Data excerpts:
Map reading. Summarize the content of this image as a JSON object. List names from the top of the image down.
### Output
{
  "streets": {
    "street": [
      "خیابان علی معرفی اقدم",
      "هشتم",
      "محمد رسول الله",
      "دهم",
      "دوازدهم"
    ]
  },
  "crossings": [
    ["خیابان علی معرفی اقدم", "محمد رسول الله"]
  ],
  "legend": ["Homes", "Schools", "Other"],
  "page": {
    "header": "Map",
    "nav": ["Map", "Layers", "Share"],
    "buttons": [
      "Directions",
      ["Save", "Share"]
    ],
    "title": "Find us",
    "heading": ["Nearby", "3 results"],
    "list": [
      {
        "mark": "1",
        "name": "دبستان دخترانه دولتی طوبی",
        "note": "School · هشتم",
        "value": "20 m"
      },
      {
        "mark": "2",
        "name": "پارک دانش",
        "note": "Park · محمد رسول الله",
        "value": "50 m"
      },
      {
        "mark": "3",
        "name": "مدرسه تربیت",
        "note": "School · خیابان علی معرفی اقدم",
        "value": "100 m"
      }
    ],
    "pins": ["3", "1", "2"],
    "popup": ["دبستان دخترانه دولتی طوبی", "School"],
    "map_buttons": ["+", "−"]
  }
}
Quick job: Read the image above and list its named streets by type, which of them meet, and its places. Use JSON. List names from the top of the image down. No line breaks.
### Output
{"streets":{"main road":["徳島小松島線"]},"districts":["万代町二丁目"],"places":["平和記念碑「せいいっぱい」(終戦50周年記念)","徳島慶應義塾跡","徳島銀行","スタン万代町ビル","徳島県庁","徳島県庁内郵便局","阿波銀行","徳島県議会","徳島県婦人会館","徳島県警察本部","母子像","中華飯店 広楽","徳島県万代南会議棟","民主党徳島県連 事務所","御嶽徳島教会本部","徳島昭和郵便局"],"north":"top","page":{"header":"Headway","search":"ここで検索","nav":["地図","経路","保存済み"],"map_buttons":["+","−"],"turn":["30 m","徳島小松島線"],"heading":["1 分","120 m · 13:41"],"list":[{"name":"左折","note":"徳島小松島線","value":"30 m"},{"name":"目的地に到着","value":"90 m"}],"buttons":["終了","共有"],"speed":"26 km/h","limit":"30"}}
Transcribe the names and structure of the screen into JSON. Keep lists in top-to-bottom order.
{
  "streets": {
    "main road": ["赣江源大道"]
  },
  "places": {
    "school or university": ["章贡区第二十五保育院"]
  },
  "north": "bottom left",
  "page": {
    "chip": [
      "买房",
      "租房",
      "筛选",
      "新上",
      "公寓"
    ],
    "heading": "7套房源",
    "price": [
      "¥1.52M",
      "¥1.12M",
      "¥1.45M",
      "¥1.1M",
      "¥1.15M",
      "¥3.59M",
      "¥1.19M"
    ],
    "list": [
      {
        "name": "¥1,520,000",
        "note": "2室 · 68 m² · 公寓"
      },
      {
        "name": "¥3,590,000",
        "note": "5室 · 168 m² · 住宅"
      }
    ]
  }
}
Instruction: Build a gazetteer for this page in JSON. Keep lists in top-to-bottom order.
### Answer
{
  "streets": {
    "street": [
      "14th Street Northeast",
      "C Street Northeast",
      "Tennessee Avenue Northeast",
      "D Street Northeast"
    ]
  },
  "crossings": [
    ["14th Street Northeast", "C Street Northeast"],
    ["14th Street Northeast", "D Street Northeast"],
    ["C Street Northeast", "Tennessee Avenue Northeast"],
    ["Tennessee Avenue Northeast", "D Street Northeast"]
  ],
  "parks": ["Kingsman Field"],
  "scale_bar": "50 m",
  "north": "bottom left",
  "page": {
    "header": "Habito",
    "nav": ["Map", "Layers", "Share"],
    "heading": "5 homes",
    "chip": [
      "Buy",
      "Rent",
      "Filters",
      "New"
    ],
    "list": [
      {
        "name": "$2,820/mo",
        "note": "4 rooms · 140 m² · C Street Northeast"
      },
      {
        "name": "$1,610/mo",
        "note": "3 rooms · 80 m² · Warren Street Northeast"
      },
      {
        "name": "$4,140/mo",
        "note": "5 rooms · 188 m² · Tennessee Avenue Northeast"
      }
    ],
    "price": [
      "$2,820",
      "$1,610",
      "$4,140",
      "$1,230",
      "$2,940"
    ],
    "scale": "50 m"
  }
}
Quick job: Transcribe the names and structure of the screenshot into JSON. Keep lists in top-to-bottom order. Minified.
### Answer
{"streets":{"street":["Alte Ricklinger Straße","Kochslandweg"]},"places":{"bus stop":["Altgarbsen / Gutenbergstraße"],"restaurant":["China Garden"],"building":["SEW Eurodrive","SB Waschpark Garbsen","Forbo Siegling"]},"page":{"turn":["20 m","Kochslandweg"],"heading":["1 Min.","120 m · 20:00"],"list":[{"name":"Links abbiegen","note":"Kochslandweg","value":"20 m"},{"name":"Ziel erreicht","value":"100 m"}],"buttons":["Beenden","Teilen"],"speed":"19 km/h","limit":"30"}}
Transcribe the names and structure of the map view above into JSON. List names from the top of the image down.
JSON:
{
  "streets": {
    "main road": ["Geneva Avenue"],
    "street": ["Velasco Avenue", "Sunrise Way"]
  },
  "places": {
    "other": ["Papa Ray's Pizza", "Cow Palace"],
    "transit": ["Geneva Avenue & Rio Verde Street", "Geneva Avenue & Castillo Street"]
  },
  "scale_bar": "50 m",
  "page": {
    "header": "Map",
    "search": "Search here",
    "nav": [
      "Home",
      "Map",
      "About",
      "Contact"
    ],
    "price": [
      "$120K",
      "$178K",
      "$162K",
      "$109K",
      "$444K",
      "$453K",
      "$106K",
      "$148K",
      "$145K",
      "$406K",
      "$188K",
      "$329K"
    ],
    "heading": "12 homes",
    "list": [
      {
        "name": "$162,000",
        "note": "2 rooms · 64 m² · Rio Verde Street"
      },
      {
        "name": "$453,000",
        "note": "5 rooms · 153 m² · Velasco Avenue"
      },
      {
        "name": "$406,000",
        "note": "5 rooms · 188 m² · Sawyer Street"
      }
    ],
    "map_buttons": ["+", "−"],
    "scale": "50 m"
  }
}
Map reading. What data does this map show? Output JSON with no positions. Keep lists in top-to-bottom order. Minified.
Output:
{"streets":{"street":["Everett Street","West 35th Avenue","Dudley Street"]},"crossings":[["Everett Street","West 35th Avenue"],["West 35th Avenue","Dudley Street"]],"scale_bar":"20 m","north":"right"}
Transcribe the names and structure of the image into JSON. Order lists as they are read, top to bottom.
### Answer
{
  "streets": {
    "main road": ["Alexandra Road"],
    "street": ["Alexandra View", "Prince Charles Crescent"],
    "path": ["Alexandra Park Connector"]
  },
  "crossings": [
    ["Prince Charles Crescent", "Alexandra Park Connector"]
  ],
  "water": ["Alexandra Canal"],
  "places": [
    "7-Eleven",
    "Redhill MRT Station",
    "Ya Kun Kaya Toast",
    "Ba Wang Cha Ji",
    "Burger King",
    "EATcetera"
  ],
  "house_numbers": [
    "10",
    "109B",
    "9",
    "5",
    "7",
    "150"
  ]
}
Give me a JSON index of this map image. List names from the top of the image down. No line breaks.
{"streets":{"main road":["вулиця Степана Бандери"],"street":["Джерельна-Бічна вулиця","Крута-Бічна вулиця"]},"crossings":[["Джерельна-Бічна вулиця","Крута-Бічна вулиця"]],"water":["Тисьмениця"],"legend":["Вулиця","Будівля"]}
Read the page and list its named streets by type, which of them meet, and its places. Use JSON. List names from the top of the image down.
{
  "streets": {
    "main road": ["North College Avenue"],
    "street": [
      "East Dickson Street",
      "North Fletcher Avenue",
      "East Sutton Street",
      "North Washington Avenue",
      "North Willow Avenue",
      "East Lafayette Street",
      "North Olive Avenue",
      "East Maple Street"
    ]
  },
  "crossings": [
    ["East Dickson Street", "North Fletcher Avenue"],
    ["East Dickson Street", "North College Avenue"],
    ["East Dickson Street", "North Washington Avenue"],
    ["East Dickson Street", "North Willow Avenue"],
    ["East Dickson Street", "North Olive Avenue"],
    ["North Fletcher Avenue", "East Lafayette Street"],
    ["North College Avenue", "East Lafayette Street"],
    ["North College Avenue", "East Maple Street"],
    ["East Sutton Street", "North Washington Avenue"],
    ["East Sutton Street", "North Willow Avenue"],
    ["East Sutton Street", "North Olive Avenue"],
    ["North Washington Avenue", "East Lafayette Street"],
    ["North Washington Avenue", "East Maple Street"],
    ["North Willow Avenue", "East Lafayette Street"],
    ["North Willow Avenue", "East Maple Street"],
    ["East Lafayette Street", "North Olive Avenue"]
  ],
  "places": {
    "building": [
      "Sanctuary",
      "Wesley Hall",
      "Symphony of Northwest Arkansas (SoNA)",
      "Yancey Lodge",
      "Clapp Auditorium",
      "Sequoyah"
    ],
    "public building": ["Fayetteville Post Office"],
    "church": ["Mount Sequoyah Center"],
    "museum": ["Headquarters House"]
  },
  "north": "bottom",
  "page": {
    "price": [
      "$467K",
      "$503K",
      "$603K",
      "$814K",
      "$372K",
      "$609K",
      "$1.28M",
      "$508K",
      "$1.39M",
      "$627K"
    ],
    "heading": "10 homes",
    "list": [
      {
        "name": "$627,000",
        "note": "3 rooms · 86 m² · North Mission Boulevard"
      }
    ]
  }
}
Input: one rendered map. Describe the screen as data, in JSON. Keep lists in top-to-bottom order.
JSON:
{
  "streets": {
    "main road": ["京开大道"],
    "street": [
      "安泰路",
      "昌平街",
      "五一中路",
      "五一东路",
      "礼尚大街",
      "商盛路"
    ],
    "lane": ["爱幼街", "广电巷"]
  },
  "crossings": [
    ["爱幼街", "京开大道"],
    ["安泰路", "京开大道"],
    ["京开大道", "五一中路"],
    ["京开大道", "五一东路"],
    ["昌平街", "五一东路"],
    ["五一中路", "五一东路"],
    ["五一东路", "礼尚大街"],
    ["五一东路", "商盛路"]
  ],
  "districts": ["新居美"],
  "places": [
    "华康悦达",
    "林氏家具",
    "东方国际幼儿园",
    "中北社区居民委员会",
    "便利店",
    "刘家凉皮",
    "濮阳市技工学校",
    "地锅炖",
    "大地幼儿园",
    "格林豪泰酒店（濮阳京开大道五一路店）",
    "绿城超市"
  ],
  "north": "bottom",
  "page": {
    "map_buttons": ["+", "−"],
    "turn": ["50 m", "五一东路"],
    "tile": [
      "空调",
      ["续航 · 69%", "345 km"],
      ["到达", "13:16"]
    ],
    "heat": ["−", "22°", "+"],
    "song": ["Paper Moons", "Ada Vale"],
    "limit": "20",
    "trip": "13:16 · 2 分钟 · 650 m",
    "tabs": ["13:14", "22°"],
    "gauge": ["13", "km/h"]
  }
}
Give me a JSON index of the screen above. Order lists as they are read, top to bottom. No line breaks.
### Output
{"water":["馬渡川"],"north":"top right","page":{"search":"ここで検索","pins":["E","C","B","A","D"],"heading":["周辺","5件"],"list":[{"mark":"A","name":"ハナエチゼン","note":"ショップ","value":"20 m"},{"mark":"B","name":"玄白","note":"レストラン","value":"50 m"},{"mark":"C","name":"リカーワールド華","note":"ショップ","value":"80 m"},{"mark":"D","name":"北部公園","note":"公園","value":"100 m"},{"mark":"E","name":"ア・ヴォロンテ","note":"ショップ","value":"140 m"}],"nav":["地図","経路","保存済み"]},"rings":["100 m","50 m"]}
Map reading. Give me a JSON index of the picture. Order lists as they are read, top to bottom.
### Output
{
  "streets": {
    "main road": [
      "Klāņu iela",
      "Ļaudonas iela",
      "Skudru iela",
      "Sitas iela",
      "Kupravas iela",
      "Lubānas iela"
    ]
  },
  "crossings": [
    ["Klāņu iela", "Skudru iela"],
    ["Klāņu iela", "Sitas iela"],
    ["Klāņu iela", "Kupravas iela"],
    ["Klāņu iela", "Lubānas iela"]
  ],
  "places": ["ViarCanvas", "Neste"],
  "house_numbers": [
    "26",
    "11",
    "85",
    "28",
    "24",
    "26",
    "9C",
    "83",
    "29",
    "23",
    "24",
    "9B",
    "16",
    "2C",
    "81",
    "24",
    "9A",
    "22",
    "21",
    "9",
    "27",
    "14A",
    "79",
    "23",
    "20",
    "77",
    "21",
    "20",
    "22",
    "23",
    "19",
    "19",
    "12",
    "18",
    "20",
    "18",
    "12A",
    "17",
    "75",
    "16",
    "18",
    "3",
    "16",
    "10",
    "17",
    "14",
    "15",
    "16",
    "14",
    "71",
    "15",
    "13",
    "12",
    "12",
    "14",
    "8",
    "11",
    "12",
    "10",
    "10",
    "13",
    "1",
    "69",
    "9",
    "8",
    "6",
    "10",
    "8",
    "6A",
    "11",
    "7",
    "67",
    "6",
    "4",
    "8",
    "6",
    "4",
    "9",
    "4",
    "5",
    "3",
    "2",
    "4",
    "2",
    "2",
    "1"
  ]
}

What is required: Working from the data above, extract solely the lines from the one containing "Quick job: Transcribe" through the one containing "Transcribe the names and structure of the image", exactly as they appear, both included.

Answer section:
Quick job: Transcribe the names and structure of the screenshot into JSON. Keep lists in top-to-bottom order. Minified.
### Answer
{"streets":{"street":["Alte Ricklinger Straße","Kochslandweg"]},"places":{"bus stop":["Altgarbsen / Gutenbergstraße"],"restaurant":["China Garden"],"building":["SEW Eurodrive","SB Waschpark Garbsen","Forbo Siegling"]},"page":{"turn":["20 m","Kochslandweg"],"heading":["1 Min.","120 m · 20:00"],"list":[{"name":"Links abbiegen","note":"Kochslandweg","value":"20 m"},{"name":"Ziel erreicht","value":"100 m"}],"buttons":["Beenden","Teilen"],"speed":"19 km/h","limit":"30"}}
Transcribe the names and structure of the map view above into JSON. List names from the top of the image down.
JSON:
{
  "streets": {
    "main road": ["Geneva Avenue"],
    "street": ["Velasco Avenue", "Sunrise Way"]
  },
  "places": {
    "other": ["Papa Ray's Pizza", "Cow Palace"],
    "transit": ["Geneva Avenue & Rio Verde Street", "Geneva Avenue & Castillo Street"]
  },
  "scale_bar": "50 m",
  "page": {
    "header": "Map",
    "search": "Search here",
    "nav": [
      "Home",
      "Map",
      "About",
      "Contact"
    ],
    "price": [
      "$120K",
      "$178K",
      "$162K",
      "$109K",
      "$444K",
      "$453K",
      "$106K",
      "$148K",
      "$145K",
      "$406K",
      "$188K",
      "$329K"
    ],
    "heading": "12 homes",
    "list": [
      {
        "name": "$162,000",
        "note": "2 rooms · 64 m² · Rio Verde Street"
      },
      {
        "name": "$453,000",
        "note": "5 rooms · 153 m² · Velasco Avenue"
      },
      {
        "name": "$406,000",
        "note": "5 rooms · 188 m² · Sawyer Street"
      }
    ],
    "map_buttons": ["+", "−"],
    "scale": "50 m"
  }
}
Map reading. What data does this map show? Output JSON with no positions. Keep lists in top-to-bottom order. Minified.
Output:
{"streets":{"street":["Everett Street","West 35th Avenue","Dudley Street"]},"crossings":[["Everett Street","West 35th Avenue"],["West 35th Avenue","Dudley Street"]],"scale_bar":"20 m","north":"right"}
Transcribe the names and structure of the image into JSON. Order lists as they are read, top to bottom.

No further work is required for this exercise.